Exercise requirements -
Each line of the records that includes "button" should be found and copied.

Supplied material -
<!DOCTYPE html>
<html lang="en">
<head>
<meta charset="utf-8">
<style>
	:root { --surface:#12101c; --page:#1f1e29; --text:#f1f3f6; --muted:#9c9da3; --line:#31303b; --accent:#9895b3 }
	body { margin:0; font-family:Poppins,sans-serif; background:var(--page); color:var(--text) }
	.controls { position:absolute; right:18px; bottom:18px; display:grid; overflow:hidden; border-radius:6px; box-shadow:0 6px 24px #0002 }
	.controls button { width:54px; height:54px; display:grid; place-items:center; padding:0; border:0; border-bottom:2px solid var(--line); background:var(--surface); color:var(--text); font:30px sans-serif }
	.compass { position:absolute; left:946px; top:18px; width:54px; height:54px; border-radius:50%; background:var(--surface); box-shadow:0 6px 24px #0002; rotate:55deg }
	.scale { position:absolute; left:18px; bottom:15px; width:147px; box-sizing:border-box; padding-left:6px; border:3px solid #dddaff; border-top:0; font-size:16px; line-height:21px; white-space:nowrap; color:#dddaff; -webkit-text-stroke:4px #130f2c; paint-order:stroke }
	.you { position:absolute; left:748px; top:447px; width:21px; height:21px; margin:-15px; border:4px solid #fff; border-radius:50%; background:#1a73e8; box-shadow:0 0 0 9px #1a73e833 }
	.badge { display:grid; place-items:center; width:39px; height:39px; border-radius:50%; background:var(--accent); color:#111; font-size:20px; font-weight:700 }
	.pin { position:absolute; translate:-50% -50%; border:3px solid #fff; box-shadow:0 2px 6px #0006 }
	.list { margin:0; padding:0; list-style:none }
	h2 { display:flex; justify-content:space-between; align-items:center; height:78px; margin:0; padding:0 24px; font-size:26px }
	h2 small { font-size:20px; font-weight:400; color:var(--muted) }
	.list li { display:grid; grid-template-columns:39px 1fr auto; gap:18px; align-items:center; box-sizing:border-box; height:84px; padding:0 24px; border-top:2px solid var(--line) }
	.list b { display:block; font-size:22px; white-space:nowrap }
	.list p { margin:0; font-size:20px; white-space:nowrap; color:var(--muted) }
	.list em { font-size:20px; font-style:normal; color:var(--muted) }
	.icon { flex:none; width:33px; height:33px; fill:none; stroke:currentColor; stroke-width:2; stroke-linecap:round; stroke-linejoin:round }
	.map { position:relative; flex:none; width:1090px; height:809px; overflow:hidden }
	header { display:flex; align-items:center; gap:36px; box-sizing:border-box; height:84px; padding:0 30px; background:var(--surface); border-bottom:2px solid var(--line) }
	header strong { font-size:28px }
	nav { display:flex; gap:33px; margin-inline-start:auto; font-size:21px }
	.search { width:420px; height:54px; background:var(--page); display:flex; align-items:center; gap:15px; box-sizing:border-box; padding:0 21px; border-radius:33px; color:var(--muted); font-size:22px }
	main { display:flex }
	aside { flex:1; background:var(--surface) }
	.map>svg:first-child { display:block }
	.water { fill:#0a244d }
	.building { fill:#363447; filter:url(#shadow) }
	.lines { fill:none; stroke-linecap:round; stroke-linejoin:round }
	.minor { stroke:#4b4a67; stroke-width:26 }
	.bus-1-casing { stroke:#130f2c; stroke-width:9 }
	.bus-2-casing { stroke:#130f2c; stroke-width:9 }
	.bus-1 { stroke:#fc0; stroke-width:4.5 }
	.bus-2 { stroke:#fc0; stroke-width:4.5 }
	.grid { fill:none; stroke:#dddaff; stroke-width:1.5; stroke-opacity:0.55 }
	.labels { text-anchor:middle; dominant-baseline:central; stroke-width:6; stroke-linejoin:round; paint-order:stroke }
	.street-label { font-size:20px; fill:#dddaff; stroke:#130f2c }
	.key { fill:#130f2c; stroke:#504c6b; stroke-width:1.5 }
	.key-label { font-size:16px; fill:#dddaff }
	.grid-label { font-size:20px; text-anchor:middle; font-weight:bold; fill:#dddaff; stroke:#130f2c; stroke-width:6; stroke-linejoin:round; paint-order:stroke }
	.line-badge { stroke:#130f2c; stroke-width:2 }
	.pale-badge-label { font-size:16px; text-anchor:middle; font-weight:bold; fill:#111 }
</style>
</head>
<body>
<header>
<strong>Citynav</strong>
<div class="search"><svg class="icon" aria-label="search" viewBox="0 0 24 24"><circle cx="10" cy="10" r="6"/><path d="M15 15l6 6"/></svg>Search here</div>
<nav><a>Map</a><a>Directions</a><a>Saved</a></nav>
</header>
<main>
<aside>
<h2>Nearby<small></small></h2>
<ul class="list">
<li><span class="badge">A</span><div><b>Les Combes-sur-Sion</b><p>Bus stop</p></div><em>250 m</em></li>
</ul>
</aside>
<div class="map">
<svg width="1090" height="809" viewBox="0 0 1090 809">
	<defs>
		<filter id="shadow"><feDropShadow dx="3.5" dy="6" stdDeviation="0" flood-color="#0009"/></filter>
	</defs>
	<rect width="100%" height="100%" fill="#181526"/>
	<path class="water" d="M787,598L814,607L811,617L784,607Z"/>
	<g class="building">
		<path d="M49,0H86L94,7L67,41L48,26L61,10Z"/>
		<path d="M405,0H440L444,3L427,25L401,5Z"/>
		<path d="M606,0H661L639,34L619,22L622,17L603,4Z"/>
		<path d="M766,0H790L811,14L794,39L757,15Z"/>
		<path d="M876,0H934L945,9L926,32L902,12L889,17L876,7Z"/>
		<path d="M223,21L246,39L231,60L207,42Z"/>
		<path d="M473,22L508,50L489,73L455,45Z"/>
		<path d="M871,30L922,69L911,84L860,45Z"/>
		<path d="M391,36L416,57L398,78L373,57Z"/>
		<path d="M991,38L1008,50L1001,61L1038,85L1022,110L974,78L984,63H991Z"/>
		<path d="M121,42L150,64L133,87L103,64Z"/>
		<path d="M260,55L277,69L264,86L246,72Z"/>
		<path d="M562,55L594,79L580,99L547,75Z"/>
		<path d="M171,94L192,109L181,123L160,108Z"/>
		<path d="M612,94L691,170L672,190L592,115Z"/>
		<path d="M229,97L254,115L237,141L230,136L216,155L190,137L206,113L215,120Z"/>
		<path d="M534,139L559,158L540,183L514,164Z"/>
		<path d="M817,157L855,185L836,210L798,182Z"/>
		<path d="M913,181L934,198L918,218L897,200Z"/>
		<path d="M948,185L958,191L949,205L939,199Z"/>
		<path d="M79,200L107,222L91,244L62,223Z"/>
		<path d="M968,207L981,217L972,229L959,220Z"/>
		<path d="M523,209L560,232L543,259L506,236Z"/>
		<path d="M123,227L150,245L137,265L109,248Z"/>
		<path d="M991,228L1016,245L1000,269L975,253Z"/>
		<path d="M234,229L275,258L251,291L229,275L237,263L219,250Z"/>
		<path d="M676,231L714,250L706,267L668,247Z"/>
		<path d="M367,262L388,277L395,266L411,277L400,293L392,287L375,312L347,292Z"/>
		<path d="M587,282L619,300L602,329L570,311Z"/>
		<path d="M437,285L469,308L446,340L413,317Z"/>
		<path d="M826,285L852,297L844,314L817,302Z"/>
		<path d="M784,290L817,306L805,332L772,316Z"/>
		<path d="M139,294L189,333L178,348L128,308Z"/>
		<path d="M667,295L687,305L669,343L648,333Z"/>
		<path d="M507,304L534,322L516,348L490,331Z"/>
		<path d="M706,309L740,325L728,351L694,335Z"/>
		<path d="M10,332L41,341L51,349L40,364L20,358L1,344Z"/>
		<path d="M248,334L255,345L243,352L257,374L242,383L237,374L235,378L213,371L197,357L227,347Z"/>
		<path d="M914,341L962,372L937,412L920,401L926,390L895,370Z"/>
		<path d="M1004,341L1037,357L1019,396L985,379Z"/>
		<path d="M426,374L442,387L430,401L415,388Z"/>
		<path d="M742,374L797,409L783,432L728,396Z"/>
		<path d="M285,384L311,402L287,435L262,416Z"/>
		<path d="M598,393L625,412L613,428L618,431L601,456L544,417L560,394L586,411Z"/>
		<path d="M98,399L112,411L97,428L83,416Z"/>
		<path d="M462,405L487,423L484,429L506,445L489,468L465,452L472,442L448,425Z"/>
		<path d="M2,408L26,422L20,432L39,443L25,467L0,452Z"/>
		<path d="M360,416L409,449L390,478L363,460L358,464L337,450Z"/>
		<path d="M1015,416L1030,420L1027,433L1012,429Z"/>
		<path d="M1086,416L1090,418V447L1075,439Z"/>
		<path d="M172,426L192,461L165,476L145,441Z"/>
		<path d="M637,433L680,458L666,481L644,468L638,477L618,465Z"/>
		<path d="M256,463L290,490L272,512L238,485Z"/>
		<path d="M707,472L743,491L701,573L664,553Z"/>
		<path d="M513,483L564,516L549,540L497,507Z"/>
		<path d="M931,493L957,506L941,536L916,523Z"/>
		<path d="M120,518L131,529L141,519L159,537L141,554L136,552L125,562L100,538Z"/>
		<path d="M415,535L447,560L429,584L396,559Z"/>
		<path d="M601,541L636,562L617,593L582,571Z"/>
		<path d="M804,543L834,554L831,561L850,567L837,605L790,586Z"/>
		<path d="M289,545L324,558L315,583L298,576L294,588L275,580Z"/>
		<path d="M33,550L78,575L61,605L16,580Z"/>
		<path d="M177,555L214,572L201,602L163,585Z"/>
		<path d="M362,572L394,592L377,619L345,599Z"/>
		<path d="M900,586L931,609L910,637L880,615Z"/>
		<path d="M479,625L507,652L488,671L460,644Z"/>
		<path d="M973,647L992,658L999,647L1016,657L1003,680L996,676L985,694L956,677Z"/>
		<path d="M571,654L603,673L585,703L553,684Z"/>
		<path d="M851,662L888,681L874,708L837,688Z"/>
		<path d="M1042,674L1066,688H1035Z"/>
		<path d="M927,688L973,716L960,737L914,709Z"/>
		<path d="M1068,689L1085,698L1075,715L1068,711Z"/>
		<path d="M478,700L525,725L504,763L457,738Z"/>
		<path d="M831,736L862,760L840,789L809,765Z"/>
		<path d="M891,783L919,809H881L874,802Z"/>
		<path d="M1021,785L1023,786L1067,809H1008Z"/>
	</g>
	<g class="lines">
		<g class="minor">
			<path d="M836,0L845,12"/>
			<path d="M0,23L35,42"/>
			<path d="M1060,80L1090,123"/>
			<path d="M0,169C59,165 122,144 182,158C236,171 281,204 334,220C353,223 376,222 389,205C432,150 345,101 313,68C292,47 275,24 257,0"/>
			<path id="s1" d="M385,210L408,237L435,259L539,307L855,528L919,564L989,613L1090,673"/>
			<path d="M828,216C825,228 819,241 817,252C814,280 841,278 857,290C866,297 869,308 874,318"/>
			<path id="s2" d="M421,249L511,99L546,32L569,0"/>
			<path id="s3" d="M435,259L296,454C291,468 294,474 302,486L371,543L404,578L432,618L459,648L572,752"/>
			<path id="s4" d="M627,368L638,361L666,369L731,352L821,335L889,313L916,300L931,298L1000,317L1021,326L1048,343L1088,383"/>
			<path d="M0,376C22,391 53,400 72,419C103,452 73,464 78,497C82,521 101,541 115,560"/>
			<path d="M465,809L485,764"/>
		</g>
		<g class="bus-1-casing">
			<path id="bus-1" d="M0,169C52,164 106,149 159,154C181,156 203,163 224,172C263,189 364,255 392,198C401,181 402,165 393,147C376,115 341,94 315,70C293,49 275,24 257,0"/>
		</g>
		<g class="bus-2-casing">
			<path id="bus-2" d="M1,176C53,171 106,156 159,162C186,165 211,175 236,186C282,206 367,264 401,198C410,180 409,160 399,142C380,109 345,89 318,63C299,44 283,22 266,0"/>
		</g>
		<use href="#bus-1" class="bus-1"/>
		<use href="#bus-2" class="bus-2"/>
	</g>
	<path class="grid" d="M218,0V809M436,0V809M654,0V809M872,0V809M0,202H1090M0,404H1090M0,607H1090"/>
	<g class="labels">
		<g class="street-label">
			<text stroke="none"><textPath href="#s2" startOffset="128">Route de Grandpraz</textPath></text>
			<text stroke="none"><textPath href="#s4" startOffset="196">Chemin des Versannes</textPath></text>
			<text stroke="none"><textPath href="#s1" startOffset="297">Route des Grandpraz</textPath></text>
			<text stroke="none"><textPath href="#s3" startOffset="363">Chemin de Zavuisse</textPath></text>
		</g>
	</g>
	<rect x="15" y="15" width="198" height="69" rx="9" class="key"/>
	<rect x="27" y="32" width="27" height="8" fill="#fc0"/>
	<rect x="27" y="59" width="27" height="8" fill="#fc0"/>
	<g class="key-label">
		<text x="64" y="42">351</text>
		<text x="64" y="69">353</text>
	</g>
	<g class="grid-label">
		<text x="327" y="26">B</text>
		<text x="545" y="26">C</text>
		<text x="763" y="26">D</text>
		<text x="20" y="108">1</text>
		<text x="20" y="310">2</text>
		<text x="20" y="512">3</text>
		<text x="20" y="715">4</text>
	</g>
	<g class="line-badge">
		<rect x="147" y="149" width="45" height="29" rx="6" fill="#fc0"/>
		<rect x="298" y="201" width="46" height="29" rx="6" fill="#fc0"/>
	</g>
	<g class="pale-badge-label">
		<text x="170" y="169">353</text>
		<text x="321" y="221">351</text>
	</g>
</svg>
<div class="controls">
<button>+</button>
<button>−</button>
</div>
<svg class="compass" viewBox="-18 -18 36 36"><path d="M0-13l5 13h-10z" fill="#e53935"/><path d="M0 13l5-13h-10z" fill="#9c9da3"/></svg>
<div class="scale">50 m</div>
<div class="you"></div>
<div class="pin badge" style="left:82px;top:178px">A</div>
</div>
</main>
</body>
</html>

Result for this task -
	.controls button { width:54px; height:54px; display:grid; place-items:center; padding:0; border:0; border-bottom:2px solid var(--line); background:var(--surface); color:var(--text); font:30px sans-serif }
<button>+</button>
<button>−</button>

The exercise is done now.